Matthew Hutcheson, who advises companies on their retirement plans, told Congress that managers of the $3.2 trillion in U.S. 401(k) plans should adhere to "the highest ideals of society."

"The fiduciary duty is the highest duty known to the law," Hutcheson, 41, said in testimony before the House Ways and Means Committee in October 2009. As an independent fiduciary, Hutcheson helps manage company retirement plans, picking investments and monitoring their operations. The legal requirement of a fiduciary is to always put the best interests of the client first.

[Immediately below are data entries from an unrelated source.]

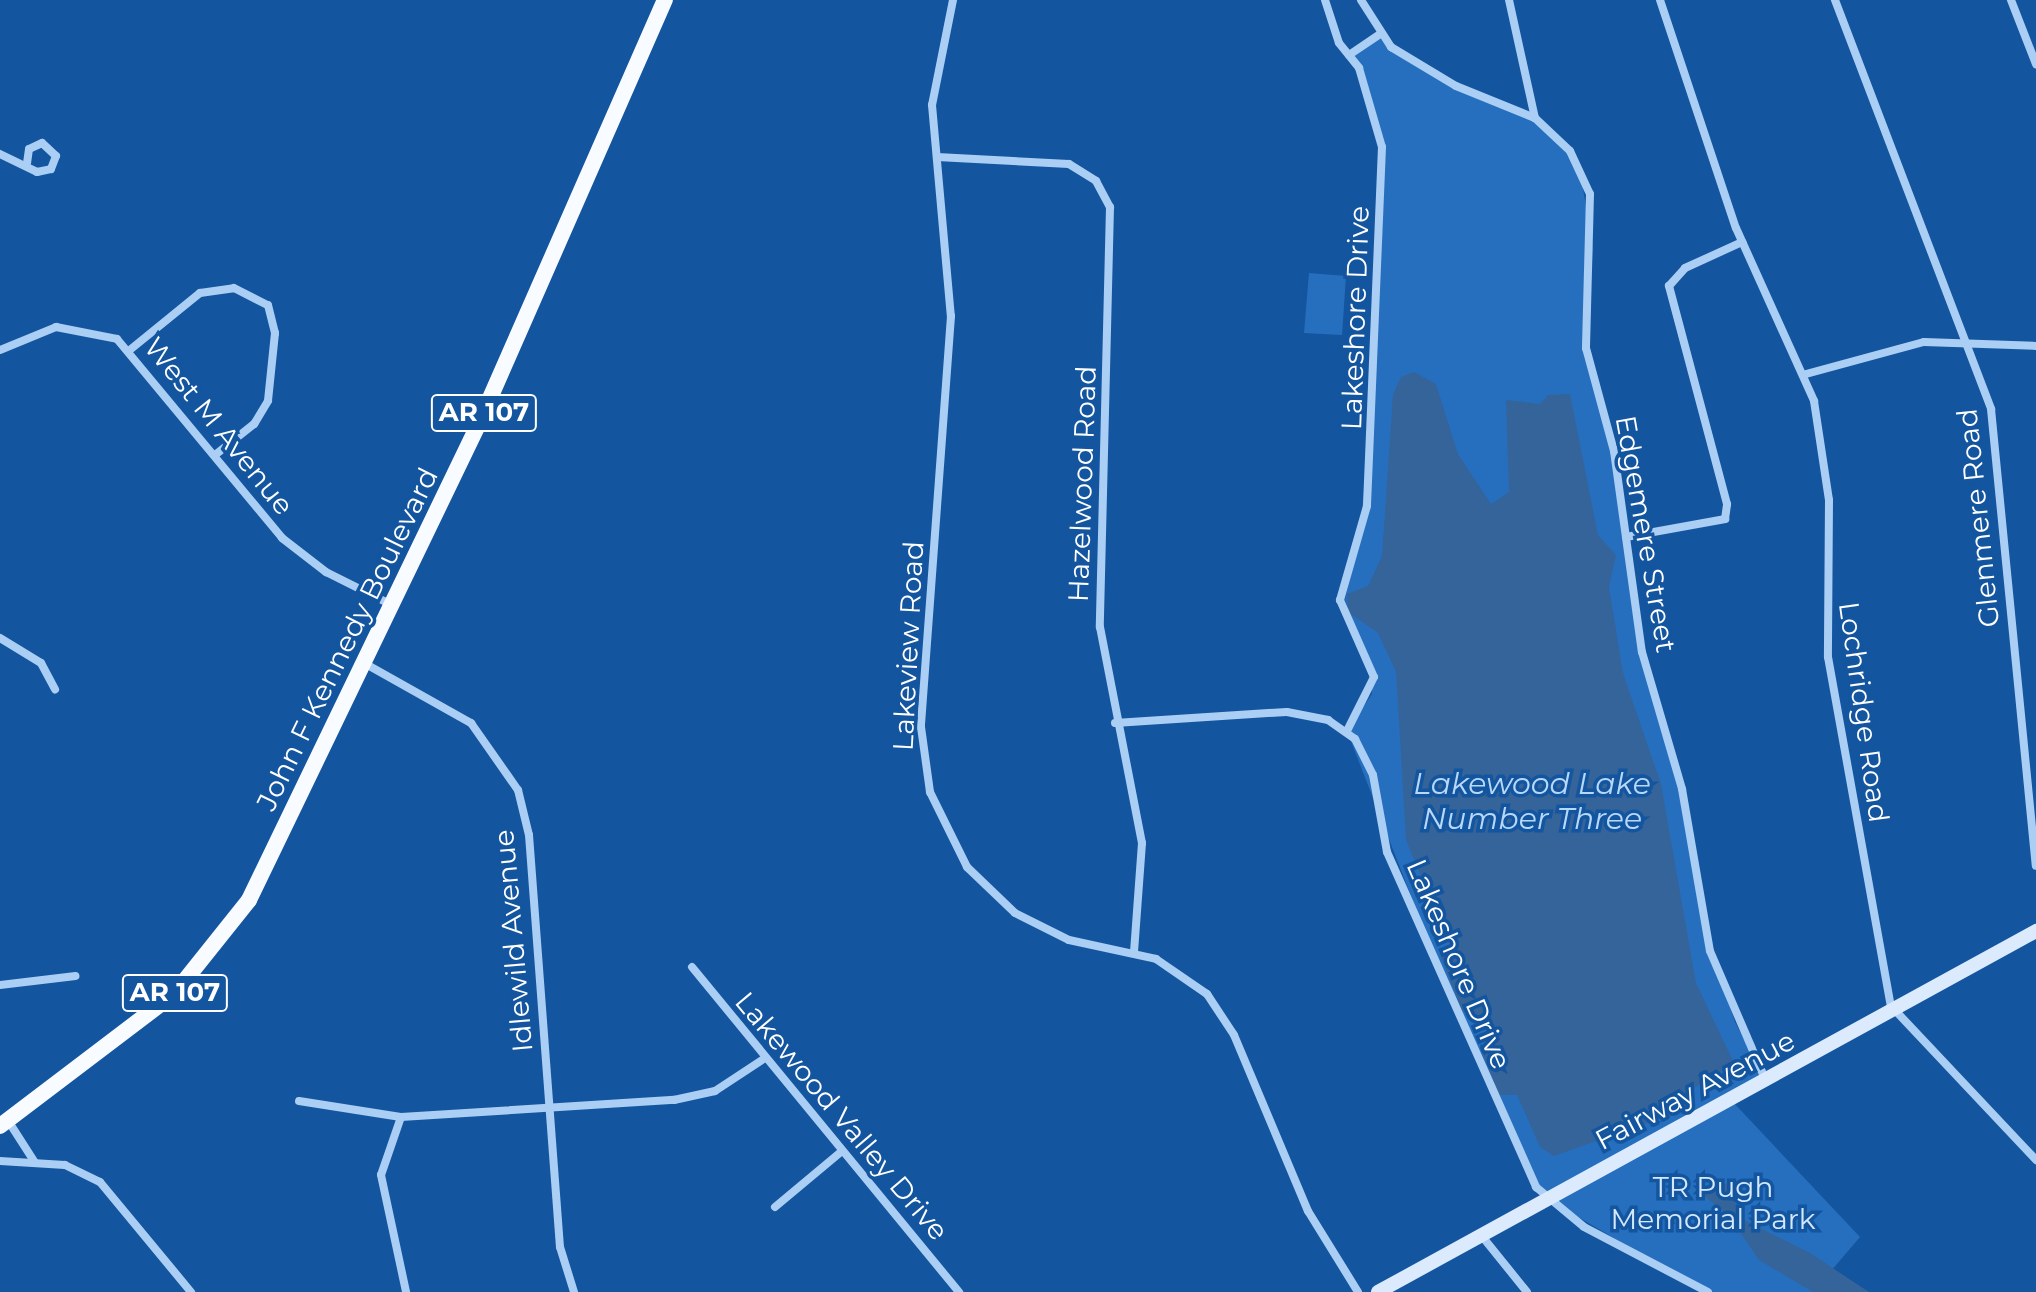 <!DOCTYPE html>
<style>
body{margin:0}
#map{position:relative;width:2036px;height:1292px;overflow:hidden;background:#13559f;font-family:Montserrat,sans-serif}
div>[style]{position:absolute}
.green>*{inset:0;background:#266fbe}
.water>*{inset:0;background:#35649a}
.street>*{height:8px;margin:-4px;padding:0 4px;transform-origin:4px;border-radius:4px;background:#abcef4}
.secondary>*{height:14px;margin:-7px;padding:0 7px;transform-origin:7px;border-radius:7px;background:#dbebfd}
.primary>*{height:16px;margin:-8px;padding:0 8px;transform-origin:8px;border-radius:8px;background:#f8fbff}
span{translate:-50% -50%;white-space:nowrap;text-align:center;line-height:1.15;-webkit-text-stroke:7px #13559f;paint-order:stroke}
.shield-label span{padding:2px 6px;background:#13559f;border:2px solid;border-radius:6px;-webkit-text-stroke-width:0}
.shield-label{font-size:26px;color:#fff;font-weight:700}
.street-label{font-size:28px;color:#fff}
.park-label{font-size:28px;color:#d4e8fe}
.water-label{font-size:30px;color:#b8d8fa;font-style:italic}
</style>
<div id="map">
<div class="green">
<i style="clip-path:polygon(1379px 35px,1432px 72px,1535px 118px,1579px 164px,1593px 249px,1586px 348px,1607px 422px,1636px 617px,1673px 749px,1704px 930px,1735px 1022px,1766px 1082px,1732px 1101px,1860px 1237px,1813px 1292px,1706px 1292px,1544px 1197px,1458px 1017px,1347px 731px,1372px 694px,1372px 670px,1345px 600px,1360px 531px,1375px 374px,1382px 147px,1369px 93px,1349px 55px)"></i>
<i style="clip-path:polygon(1309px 273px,1346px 276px,1342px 335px,1304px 333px)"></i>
</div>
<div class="water">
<i style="clip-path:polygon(1414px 372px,1436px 384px,1458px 454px,1491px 504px,1509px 492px,1506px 400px,1540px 404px,1548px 395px,1570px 394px,1598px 535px,1616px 555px,1609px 587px,1623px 673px,1661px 784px,1696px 983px,1734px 1063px,1664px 1107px,1661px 1118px,1554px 1156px,1540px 1147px,1517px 1095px,1499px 1095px,1481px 1050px,1493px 1043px,1476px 1013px,1462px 1011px,1440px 954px,1451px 948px,1406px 840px,1396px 672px,1378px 633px,1348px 612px,1347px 594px,1368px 586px,1382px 556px,1393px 394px,1401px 377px)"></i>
<i style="clip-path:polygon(1728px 1183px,1727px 1191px,1742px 1215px,1731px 1218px,1701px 1193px)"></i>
<i style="clip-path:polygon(1740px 1218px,1810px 1253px,1869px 1292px,1813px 1292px,1759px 1260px,1738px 1229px)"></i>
</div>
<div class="street">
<i style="left:953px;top:0;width:107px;rotate:101.3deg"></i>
<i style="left:932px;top:105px;width:212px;rotate:84.9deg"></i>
<i style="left:951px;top:316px;width:412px;rotate:94.2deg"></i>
<i style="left:921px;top:727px;width:66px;rotate:82.1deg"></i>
<i style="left:930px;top:792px;width:84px;rotate:63.7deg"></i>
<i style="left:967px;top:867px;width:66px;rotate:43.8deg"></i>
<i style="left:1015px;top:913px;width:60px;rotate:26.6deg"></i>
<i style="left:1069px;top:940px;width:89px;rotate:12.3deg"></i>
<i style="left:1156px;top:959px;width:62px;rotate:34.5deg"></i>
<i style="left:1207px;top:994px;width:49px;rotate:56.6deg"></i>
<i style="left:1234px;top:1035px;width:191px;rotate:67.2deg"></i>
<i style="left:1308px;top:1211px;width:95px;rotate:58.3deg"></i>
<i style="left:1325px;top:0;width:45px;rotate:72deg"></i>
<i style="left:1339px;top:43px;width:32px;rotate:51deg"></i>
<i style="left:1359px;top:68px;width:82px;rotate:73.8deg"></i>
<i style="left:1382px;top:147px;width:359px;rotate:92.4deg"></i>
<i style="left:1367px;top:506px;width:98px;rotate:106deg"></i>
<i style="left:1340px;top:600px;width:84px;rotate:66.2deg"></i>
<i style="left:1374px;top:677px;width:60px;rotate:116.6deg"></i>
<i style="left:1361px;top:0;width:56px;rotate:57.4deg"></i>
<i style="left:1391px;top:47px;width:76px;rotate:31deg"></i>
<i style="left:1456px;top:86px;width:85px;rotate:22.1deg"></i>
<i style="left:1509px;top:0;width:121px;rotate:77.6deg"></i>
<i style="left:1535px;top:118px;width:48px;rotate:43.3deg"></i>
<i style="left:1570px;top:151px;width:47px;rotate:65.1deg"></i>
<i style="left:1590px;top:194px;width:154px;rotate:91.5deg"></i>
<i style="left:1586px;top:348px;width:107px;rotate:74.8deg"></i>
<i style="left:1614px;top:451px;width:203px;rotate:82.1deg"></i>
<i style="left:1642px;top:652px;width:143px;rotate:73.7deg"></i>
<i style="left:1682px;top:789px;width:164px;rotate:80.2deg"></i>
<i style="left:1710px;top:951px;width:142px;rotate:66.7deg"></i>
<i style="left:1660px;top:0;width:240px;rotate:71.6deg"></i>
<i style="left:1736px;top:228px;width:190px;rotate:65.7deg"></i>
<i style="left:1814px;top:401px;width:100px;rotate:81.4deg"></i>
<i style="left:1829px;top:500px;width:157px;rotate:90.4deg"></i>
<i style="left:1828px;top:657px;width:355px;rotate:79.8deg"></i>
<i style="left:1891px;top:1006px;width:212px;rotate:46.7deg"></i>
<i style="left:1835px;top:0;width:438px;rotate:69.1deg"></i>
<i style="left:1991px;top:409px;width:459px;rotate:84.4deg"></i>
<i style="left:2011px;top:0;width:69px;rotate:68.7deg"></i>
<i style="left:1349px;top:55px;width:36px;rotate:-34deg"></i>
<i style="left:0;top:154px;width:41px;rotate:25.9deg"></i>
<i style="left:37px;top:172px;width:14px;rotate:-12deg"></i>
<i style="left:51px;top:169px;width:14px;rotate:-69deg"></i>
<i style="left:56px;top:156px;width:19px;rotate:-137deg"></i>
<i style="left:42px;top:143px;width:14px;rotate:155deg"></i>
<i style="left:29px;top:149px;width:14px;rotate:98deg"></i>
<i style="left:937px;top:157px;width:132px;rotate:3deg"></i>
<i style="left:1069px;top:164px;width:32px;rotate:32deg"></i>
<i style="left:1096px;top:181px;width:30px;rotate:62deg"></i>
<i style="left:1110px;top:207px;width:420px;rotate:91.4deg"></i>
<i style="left:1100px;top:627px;width:220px;rotate:79deg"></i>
<i style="left:1142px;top:843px;width:109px;rotate:94.2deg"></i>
<i style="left:131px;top:349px;width:89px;rotate:-39.1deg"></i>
<i style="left:200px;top:293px;width:34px;rotate:-8deg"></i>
<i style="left:234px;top:288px;width:38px;rotate:27deg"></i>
<i style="left:268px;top:305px;width:29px;rotate:76deg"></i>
<i style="left:275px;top:333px;width:68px;rotate:95.9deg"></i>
<i style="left:268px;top:401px;width:27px;rotate:121deg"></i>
<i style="left:254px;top:424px;width:50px;rotate:141.5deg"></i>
<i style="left:0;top:350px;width:61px;rotate:-22.3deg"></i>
<i style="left:56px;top:327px;width:62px;rotate:11.1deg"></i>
<i style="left:117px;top:339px;width:259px;rotate:50.3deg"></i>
<i style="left:282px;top:538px;width:56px;rotate:37.7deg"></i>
<i style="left:326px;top:572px;width:74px;rotate:26.6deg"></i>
<i style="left:1806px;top:374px;width:122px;rotate:-15.2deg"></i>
<i style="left:1924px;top:342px;width:112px;rotate:2deg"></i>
<i style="left:1626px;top:537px;width:101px;rotate:-10.3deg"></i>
<i style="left:1725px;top:519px;width:15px;rotate:-82deg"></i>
<i style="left:1727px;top:504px;width:226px;rotate:-104.9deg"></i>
<i style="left:1669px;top:286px;width:24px;rotate:-48deg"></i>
<i style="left:1685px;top:268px;width:63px;rotate:-24.5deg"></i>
<i style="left:0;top:638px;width:48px;rotate:31.4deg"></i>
<i style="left:41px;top:663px;width:30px;rotate:62deg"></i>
<i style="left:364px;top:663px;width:123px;rotate:29.3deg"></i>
<i style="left:471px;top:723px;width:82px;rotate:55deg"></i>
<i style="left:518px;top:790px;width:46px;rotate:76.3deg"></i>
<i style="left:529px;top:835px;width:413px;rotate:85.7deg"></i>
<i style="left:560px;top:1247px;width:47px;rotate:72.7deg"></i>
<i style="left:1115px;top:723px;width:172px;rotate:-3.7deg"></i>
<i style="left:1287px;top:712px;width:42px;rotate:11deg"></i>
<i style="left:1328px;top:720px;width:33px;rotate:35deg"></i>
<i style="left:1355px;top:739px;width:40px;rotate:63.4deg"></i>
<i style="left:1373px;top:775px;width:78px;rotate:79.7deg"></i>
<i style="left:1387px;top:852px;width:367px;rotate:66deg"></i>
<i style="left:1536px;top:1187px;width:62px;rotate:39.8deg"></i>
<i style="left:1584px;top:1227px;width:140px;rotate:27.7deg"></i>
<i style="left:692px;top:967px;width:421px;rotate:50.6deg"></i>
<i style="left:0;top:985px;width:76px;rotate:-6.8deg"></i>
<i style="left:299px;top:1101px;width:103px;rotate:8.9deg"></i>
<i style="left:401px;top:1117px;width:274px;rotate:-3.6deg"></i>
<i style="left:674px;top:1100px;width:42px;rotate:-12.4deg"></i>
<i style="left:715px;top:1091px;width:60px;rotate:-33.4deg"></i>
<i style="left:401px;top:1117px;width:61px;rotate:109deg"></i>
<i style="left:381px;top:1175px;width:120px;rotate:77.9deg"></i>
<i style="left:7px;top:1119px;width:50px;rotate:57.3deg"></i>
<i style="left:0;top:1161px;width:65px;rotate:3.5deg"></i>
<i style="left:65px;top:1165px;width:39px;rotate:26deg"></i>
<i style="left:100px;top:1182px;width:143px;rotate:50.4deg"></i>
<i style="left:775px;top:1207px;width:87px;rotate:-39.9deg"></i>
<i style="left:1481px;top:1235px;width:73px;rotate:51.1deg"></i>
</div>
<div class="secondary">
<i style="left:1378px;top:1292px;width:751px;rotate:-28.75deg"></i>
</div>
<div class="primary">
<i style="left:0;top:1126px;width:218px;rotate:-37.2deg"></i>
<i style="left:174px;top:994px;width:120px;rotate:-51.4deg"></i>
<i style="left:249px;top:900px;width:532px;rotate:-64.25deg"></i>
<i style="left:480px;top:421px;width:460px;rotate:-66.3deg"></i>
</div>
<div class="shield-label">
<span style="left:484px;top:413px">AR 107</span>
<span style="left:175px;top:993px">AR 107</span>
</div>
<div class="street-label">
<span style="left:1355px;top:318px;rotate:-88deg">Lakeshore Drive</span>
<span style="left:219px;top:426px;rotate:51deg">West M Avenue</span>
<span style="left:1082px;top:484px;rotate:-88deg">Hazelwood Road</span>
<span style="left:1978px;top:518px;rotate:-96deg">Glenmere Road</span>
<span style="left:1646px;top:534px;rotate:80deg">Edgemere Street</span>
<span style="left:347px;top:639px;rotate:-64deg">John F Kennedy Boulevard</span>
<span style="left:908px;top:646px;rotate:-87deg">Lakeview Road</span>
<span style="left:1864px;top:712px;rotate:82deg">Lochridge Road</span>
<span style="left:513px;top:941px;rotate:-95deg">Idlewild Avenue</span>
<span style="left:1459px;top:964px;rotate:67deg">Lakeshore Drive</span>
<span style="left:1695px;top:1090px;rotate:-28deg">Fairway Avenue</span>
<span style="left:842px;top:1116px;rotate:50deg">Lakewood Valley Drive</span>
</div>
<div class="park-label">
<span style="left:1713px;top:1203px">TR Pugh<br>Memorial Park</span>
</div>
<div class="water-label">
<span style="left:1532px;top:801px">Lakewood Lake<br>Number Three</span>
</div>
</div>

Rodney Thompson, co-owner of Thompson Audiology in Yakima, Washington, said Hutcheson fell short of his own standards. Thompson and his employees had more than $1 million invested in a 401(k) plan called the G Fiduciary Retirement Income Security Plan, and Hutcheson was the fiduciary -- the person minding the assets. The money was supposed to be transferred in June to a new plan that Hutcheson ran.

The funds never arrived and Hutcheson told him they were in an investment that he couldn't sell immediately, Thompson said. Thompson said he pressed Hutcheson for weeks, to no avail. In August, he filed a complaint with the U.S. Department of Labor, which regulates 401(k)s. The agency is investigating Hutcheson, Labor Department spokesman Michael Shimizu said.

"This is money that our employees are counting on," Thompson said in an interview. "He preached transparency, and he's not being transparent at all."


David Novak, a dentist in North Carolina, said his practice is missing $275,000 that it had in the G Fiduciary plan.

"If his lips are moving, he's lying to you," Novak said in an interview. "If he had a gun, it would be robbery."

Through his attorney, Hutcheson denied any wrongdoing.

"All of the allegations are baseless," said Dennis Charney, a lawyer in Eagle, Idaho. "We will address this in court at the right time but do not feel a newspaper is the forum to try pending and future lawsuits."